Toll road in Kanagawa Prefecture, Japan

The Odawara-Atsugi Road (小田原厚木道路, Odawara Atsugi Dōro) is a 4-laned toll road in Kanagawa Prefecture, Japan. It is owned and managed by Central Nippon Expressway Company.

==Route description==
Officially the road is designated as National Route 271 as well as E85 under their "Expressway Numbering System." The entire road is built to a standard similar to that of an urban expressway and is classified as a road for motor vehicles only (自動車専用道路, Jidōsha Senyō Dōro) (motor vehicles must have a displacement of at least 125 cc).

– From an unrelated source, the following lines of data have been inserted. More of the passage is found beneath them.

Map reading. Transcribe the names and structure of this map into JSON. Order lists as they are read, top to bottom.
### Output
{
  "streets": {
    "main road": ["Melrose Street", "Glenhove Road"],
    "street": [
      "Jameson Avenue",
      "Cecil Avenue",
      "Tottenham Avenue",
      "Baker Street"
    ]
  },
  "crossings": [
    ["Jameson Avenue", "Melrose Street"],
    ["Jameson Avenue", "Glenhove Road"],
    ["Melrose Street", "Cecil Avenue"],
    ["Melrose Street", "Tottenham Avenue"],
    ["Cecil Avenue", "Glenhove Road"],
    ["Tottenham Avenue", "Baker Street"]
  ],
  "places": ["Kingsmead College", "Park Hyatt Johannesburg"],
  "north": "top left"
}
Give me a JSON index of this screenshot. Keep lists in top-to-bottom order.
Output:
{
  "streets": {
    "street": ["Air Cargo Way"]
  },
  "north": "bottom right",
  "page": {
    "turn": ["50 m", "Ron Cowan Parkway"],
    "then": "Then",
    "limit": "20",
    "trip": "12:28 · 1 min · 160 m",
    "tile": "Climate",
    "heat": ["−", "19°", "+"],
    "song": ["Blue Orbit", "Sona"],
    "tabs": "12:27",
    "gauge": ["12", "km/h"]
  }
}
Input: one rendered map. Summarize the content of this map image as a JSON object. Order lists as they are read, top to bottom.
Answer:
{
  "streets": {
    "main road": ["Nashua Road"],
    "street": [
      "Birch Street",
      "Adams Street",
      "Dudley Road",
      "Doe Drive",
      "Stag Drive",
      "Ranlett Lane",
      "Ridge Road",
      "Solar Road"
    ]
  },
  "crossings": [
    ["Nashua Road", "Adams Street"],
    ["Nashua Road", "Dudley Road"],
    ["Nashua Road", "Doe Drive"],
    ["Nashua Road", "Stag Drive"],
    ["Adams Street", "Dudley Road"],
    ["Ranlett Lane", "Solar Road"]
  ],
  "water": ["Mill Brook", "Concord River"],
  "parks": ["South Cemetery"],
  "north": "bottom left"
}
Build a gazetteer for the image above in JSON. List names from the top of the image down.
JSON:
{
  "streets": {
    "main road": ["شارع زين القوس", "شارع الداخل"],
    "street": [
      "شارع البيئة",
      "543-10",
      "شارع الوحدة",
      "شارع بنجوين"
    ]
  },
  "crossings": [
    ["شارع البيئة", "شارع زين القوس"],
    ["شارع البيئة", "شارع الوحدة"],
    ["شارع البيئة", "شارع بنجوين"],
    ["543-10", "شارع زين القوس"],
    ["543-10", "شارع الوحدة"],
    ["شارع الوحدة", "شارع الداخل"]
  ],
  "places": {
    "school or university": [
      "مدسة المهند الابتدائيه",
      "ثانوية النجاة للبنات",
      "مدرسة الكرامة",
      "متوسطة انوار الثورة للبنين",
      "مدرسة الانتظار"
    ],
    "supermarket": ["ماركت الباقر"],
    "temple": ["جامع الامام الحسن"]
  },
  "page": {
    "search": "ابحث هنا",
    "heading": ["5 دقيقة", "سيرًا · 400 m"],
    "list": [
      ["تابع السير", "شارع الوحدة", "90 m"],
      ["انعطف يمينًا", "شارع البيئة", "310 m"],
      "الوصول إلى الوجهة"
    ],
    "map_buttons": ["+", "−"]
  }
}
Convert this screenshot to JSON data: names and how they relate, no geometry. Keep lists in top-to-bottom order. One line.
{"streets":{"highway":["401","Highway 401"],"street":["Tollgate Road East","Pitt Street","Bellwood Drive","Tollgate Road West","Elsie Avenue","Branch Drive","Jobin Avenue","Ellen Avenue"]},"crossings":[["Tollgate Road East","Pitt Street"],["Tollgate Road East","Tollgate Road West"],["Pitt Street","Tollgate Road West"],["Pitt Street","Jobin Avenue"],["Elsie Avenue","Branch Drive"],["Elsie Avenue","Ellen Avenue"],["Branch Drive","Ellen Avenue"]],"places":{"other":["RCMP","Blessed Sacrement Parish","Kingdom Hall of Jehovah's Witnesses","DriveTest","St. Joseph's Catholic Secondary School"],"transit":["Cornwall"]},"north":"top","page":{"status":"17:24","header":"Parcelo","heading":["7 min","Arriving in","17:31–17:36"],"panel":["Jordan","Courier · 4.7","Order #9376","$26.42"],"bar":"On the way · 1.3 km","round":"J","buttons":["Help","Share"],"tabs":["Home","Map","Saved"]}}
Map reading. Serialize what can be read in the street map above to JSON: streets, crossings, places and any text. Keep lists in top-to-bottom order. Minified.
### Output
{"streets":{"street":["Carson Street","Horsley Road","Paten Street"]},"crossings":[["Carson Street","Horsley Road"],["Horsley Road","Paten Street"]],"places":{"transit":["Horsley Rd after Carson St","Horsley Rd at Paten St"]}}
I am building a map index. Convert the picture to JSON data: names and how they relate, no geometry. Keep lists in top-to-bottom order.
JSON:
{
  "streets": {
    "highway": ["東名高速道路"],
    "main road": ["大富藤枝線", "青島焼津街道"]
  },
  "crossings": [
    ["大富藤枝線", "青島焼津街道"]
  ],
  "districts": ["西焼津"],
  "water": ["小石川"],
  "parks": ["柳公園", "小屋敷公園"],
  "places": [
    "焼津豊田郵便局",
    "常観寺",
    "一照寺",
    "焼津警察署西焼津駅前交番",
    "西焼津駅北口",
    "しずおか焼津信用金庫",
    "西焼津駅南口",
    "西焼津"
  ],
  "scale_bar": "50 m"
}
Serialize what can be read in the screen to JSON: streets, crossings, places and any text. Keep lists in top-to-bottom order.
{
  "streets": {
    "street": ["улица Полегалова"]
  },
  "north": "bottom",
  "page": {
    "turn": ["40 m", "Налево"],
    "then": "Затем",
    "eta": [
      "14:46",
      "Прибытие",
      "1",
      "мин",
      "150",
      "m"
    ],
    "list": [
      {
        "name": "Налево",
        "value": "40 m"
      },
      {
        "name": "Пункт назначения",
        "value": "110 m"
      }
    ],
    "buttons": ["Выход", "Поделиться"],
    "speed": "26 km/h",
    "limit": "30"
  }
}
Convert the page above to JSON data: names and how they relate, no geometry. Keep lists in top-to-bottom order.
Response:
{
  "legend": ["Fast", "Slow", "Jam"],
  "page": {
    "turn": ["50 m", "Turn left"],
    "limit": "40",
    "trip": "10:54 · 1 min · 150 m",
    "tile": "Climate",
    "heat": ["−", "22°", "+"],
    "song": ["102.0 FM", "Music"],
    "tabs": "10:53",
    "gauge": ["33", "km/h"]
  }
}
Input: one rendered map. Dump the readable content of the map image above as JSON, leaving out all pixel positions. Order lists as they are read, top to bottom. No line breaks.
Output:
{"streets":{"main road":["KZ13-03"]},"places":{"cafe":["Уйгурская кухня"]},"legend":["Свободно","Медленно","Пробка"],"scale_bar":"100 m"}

The road connects western Kanagawa Prefecture (including the popular onsen resort town of Hakone) with Tokyo through the Tōmei Expressway. The route parallels Route 1 until Ōiso, where it then follows a northeasterly route through Hiratsuka and Isehara before terminating in Atsugi.

The road was opened in 1969 with 2 lanes. Expansion to 4 lanes was completed in 1978.

For toll collection purposes the road is divided into an Odawara section and an Atsugi section, with Ōiso Interchange as the dividing point. The toll for a normal passenger car to use one section is 350 yen.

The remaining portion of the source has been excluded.